Le meurtre de Jumonville avait provoqué à Paris une stupéfaction indignée, mais le ministère n’en demeurait pas moins fermement attaché à la paix. Après une protestation de forme, le secrétaire d’État aux Affaires étrangères, Rouillé, avait prescrit à notre ambassadeur à Londres, Mirepoix, de trouver un arrangement amiable avec le Premier ministre, Newcastle, qui, de son côté, se disait prêt à traiter au plus vite. Mais un accord rapide était impossible.

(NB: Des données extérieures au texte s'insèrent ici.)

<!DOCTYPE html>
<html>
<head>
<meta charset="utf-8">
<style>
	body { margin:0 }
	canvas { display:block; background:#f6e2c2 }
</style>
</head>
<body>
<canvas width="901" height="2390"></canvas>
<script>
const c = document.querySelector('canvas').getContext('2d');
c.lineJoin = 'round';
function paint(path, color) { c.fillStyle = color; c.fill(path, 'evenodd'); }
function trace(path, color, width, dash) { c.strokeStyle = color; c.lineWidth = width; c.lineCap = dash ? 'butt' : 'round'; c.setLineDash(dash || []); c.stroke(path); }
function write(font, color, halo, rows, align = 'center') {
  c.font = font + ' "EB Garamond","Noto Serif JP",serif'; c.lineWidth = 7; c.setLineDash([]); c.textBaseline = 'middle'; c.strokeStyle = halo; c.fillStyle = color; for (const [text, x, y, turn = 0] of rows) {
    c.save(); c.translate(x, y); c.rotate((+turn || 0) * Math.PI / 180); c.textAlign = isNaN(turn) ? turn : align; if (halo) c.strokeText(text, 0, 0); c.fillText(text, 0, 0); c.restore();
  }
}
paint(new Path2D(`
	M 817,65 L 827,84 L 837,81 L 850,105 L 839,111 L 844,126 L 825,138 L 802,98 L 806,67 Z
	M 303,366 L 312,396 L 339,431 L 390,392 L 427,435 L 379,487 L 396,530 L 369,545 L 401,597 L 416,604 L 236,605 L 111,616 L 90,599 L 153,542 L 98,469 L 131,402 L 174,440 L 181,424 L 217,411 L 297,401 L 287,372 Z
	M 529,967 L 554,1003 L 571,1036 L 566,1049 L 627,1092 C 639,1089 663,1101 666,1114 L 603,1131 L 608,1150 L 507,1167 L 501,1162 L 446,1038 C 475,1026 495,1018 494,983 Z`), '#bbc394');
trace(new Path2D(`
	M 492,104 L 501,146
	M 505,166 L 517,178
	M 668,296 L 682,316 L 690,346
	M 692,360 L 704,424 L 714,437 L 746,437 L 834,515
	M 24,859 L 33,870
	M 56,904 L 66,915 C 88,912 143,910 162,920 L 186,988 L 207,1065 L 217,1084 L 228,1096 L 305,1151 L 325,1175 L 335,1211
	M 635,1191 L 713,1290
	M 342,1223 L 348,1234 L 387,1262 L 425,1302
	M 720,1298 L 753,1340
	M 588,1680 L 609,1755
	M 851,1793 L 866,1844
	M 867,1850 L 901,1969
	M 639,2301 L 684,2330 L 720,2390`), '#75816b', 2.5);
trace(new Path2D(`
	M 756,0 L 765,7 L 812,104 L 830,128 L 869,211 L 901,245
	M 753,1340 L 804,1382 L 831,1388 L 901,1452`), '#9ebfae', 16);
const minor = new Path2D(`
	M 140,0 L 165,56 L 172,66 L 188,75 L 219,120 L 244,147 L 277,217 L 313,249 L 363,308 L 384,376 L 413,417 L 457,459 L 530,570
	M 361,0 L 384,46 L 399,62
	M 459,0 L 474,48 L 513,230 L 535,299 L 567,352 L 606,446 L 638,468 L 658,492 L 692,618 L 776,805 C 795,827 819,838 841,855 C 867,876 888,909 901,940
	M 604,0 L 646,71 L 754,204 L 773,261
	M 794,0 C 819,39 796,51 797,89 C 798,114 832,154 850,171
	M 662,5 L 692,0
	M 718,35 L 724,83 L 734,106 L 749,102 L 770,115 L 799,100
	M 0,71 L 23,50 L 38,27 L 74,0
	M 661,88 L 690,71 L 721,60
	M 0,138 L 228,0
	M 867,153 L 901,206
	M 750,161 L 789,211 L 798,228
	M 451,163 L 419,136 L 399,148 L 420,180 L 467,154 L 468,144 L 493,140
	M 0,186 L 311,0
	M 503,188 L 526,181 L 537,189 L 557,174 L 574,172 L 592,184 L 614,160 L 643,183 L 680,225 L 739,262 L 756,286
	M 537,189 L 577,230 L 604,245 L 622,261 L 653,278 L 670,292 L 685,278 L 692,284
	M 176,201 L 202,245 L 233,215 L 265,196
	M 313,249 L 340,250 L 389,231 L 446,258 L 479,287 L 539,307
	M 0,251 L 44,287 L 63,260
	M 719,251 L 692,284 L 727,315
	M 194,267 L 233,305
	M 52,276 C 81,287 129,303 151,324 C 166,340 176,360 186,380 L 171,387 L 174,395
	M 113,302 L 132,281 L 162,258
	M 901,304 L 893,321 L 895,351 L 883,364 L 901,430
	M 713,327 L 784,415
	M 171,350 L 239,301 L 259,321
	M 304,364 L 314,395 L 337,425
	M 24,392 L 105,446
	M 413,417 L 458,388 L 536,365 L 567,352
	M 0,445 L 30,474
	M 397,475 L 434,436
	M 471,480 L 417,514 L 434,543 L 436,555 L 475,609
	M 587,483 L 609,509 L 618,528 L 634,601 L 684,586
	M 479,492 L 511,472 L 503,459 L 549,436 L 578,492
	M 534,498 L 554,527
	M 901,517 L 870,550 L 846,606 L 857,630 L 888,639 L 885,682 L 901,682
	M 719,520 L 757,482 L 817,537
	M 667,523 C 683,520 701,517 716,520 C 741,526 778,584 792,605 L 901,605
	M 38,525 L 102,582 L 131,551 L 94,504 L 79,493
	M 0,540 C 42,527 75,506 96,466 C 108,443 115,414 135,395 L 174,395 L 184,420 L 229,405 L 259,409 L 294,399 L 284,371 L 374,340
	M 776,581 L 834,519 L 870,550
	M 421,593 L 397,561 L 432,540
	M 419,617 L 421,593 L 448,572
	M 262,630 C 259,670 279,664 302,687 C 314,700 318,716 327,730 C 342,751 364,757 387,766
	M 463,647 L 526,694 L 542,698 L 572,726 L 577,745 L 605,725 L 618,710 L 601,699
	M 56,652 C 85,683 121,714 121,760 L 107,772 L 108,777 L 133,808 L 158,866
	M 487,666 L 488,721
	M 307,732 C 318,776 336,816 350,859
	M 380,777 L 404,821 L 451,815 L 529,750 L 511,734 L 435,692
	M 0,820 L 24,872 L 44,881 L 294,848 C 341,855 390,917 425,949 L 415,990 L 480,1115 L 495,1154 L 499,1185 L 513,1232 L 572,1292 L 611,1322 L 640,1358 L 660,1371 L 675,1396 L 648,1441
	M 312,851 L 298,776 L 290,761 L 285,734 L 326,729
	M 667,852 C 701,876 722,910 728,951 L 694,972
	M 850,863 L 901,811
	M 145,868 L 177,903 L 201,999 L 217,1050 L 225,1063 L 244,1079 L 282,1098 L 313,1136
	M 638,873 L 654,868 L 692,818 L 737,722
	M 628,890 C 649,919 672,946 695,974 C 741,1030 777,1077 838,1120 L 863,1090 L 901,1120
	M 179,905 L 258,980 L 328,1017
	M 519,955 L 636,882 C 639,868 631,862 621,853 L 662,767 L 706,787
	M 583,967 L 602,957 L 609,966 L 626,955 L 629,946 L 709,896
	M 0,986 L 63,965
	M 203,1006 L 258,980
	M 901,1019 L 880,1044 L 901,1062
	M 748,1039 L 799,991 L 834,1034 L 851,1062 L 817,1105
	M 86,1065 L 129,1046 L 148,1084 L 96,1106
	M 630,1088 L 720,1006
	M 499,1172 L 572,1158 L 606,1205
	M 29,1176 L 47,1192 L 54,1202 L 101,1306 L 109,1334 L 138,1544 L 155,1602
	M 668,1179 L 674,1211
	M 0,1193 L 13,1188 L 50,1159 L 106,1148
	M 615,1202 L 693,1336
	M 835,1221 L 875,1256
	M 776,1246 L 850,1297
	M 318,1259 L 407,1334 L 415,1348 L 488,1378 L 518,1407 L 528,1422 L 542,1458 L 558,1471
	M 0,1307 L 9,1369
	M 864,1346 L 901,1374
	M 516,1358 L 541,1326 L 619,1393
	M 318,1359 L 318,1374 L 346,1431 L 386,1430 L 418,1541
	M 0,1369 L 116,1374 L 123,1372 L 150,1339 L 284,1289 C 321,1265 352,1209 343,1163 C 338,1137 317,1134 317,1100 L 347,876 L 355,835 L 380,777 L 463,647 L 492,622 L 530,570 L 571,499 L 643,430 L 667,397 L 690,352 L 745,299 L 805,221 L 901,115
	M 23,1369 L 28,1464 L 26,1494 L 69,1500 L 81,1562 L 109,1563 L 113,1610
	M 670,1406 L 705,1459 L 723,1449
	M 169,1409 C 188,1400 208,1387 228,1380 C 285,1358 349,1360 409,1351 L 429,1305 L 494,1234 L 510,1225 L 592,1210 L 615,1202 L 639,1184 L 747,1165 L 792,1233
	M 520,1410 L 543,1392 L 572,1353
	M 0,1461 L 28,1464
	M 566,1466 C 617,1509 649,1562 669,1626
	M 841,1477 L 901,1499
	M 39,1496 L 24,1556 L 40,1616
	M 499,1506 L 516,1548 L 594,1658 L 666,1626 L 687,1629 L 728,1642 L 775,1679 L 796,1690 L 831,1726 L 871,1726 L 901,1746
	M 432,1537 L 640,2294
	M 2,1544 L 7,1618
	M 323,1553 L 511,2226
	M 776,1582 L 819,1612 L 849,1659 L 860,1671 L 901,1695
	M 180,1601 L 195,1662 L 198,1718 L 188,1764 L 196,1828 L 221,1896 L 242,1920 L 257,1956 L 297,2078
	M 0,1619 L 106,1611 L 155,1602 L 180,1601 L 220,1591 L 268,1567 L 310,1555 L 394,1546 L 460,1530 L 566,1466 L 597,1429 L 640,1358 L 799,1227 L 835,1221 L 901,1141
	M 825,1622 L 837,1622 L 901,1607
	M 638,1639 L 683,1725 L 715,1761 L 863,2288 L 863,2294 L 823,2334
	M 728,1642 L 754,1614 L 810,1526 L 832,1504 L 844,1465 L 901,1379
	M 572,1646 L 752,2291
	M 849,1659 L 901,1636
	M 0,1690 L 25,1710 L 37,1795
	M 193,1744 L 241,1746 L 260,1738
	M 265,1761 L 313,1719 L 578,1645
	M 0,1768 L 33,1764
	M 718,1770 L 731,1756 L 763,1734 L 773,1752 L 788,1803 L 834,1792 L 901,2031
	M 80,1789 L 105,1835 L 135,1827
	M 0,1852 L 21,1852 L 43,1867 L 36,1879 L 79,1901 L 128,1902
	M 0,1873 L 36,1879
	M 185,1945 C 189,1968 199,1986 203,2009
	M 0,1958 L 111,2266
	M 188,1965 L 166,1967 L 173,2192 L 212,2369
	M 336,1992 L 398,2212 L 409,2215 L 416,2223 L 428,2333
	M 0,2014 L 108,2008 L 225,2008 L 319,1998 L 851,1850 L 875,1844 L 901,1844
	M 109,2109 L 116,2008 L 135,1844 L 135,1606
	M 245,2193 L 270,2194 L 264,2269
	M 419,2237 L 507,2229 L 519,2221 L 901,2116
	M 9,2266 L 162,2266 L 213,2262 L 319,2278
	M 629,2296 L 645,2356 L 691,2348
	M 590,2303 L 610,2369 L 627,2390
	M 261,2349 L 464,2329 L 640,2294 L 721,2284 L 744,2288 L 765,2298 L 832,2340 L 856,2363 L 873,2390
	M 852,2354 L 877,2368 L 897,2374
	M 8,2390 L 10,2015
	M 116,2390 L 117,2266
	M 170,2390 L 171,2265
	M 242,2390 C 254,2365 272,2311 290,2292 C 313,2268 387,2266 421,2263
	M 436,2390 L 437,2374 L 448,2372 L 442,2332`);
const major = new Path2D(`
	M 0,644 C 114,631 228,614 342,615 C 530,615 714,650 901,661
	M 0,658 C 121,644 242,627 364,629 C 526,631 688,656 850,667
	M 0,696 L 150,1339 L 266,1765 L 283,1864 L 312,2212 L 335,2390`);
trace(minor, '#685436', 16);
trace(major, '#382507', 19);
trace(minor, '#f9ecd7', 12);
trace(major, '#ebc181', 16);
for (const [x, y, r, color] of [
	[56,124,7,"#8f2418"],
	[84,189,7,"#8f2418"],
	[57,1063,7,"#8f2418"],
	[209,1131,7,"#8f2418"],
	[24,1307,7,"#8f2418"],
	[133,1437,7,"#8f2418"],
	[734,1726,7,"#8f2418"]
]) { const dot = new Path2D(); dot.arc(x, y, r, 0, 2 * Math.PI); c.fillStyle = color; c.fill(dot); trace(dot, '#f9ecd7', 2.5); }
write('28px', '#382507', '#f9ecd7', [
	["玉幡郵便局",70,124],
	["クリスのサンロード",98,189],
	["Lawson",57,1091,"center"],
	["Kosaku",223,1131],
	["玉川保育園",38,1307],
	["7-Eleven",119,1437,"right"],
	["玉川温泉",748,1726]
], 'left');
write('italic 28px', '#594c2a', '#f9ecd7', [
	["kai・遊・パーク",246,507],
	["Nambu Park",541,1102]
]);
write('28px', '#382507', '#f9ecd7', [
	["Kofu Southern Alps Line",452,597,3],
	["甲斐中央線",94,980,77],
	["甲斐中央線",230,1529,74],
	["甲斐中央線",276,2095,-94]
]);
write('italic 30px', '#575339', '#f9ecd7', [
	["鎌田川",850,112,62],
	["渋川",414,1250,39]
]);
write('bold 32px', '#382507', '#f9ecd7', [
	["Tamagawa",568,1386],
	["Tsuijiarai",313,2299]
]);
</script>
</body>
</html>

Pierre Gaxotte, Le Siècle de Louis XV, pp. 241-242

En Angleterre, le politicien et écrivain Horace Walpole (le frère de l’ancien Premier Ministre Robert Walpole) dépeint laconiquement l’affaire : « The volley fired by a young Virginian in the backwoods of America set the world on fire » (« Ce coup de feu tiré par un jeune Virginien dans les forêts d’Amérique a mis le monde en feu »). La réputation de George Washington en est momentanément ternie. Néanmoins, la presse et les politiciens des deux rives de la Manche ne s’y trompent pas : cette petite fusillade risque d’être le premier engrenage de la guerre, qui ne semble que pouvoir s’emballer.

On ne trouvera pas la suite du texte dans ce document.